Work item: Find all lines below containing the string "road" and return them.

Material shown:
● ● ● ● ● ● ●

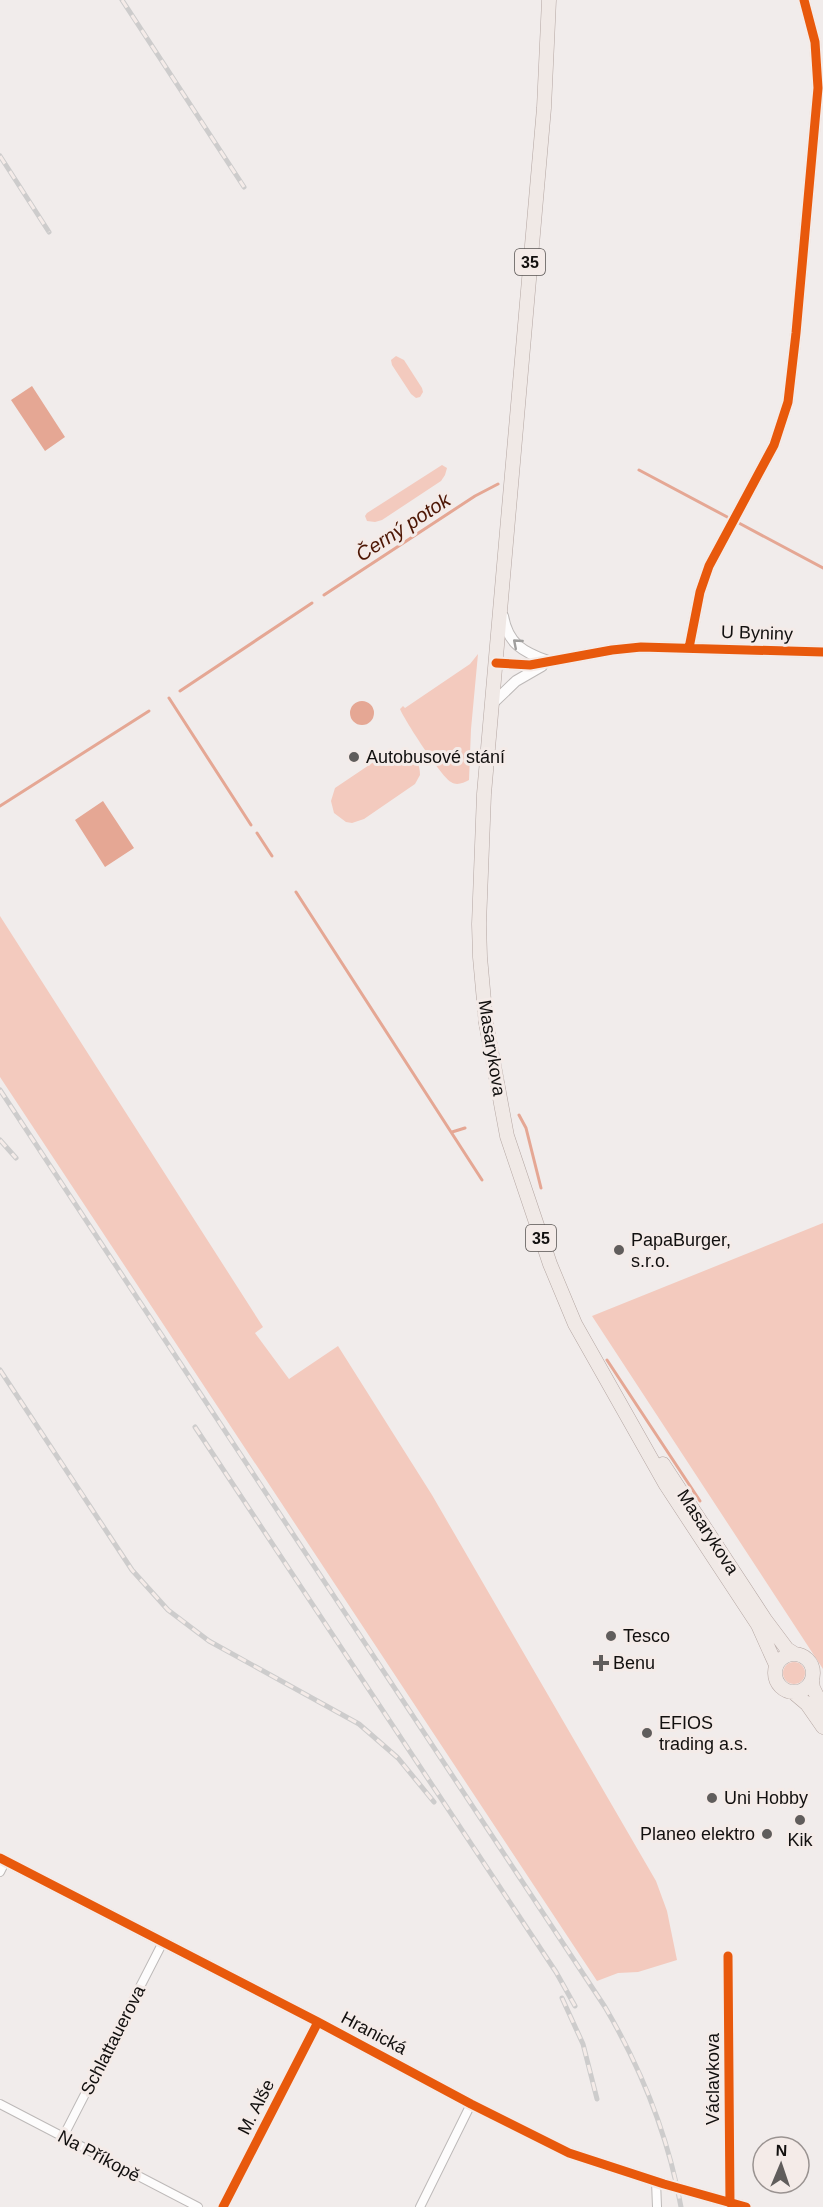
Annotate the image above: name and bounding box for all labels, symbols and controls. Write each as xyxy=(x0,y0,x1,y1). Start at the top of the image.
road number: 35 xyxy=(515,249,545,275)
water label: Černý potok xyxy=(352,488,455,566)
street label: U Byniny xyxy=(721,622,793,644)
one-way arrow xyxy=(513,639,524,650)
place label: Autobusové stání xyxy=(366,747,505,767)
marker: Autobusové stání xyxy=(347,750,361,764)
street label: Masarykova xyxy=(475,999,510,1098)
road number: 35 xyxy=(526,1225,556,1251)
place label: PapaBurger, s.r.o. xyxy=(631,1230,731,1271)
marker: PapaBurger, s.r.o. xyxy=(612,1243,626,1257)
street label: Masarykova xyxy=(673,1486,743,1579)
place label: Tesco xyxy=(623,1626,670,1646)
marker: Tesco xyxy=(604,1629,618,1643)
place label: Benu xyxy=(613,1653,655,1673)
marker: Benu xyxy=(594,1656,608,1670)
place label: EFIOS trading a.s. xyxy=(659,1713,748,1754)
marker: EFIOS trading a.s. xyxy=(640,1726,654,1740)
place label: Uni Hobby xyxy=(724,1788,808,1808)
marker: Uni Hobby xyxy=(705,1791,719,1805)
marker: Kik xyxy=(793,1813,807,1827)
place label: Planeo elektro xyxy=(640,1824,755,1844)
marker: Planeo elektro xyxy=(760,1827,774,1841)
place label: Kik xyxy=(787,1830,813,1850)
street label: Schlattauerova xyxy=(77,1981,150,2098)
street label: Hranická xyxy=(338,2007,411,2059)
street label: Václavkova xyxy=(703,2032,723,2125)
street label: M. Alše xyxy=(234,2076,278,2138)
street label: Na Příkopě xyxy=(55,2126,143,2186)
north arrow xyxy=(751,2135,811,2195)
text: N xyxy=(775,2142,788,2159)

● ● ● ● ● ● ●

Result:
road number: 35 xyxy=(515,249,545,275)
road number: 35 xyxy=(526,1225,556,1251)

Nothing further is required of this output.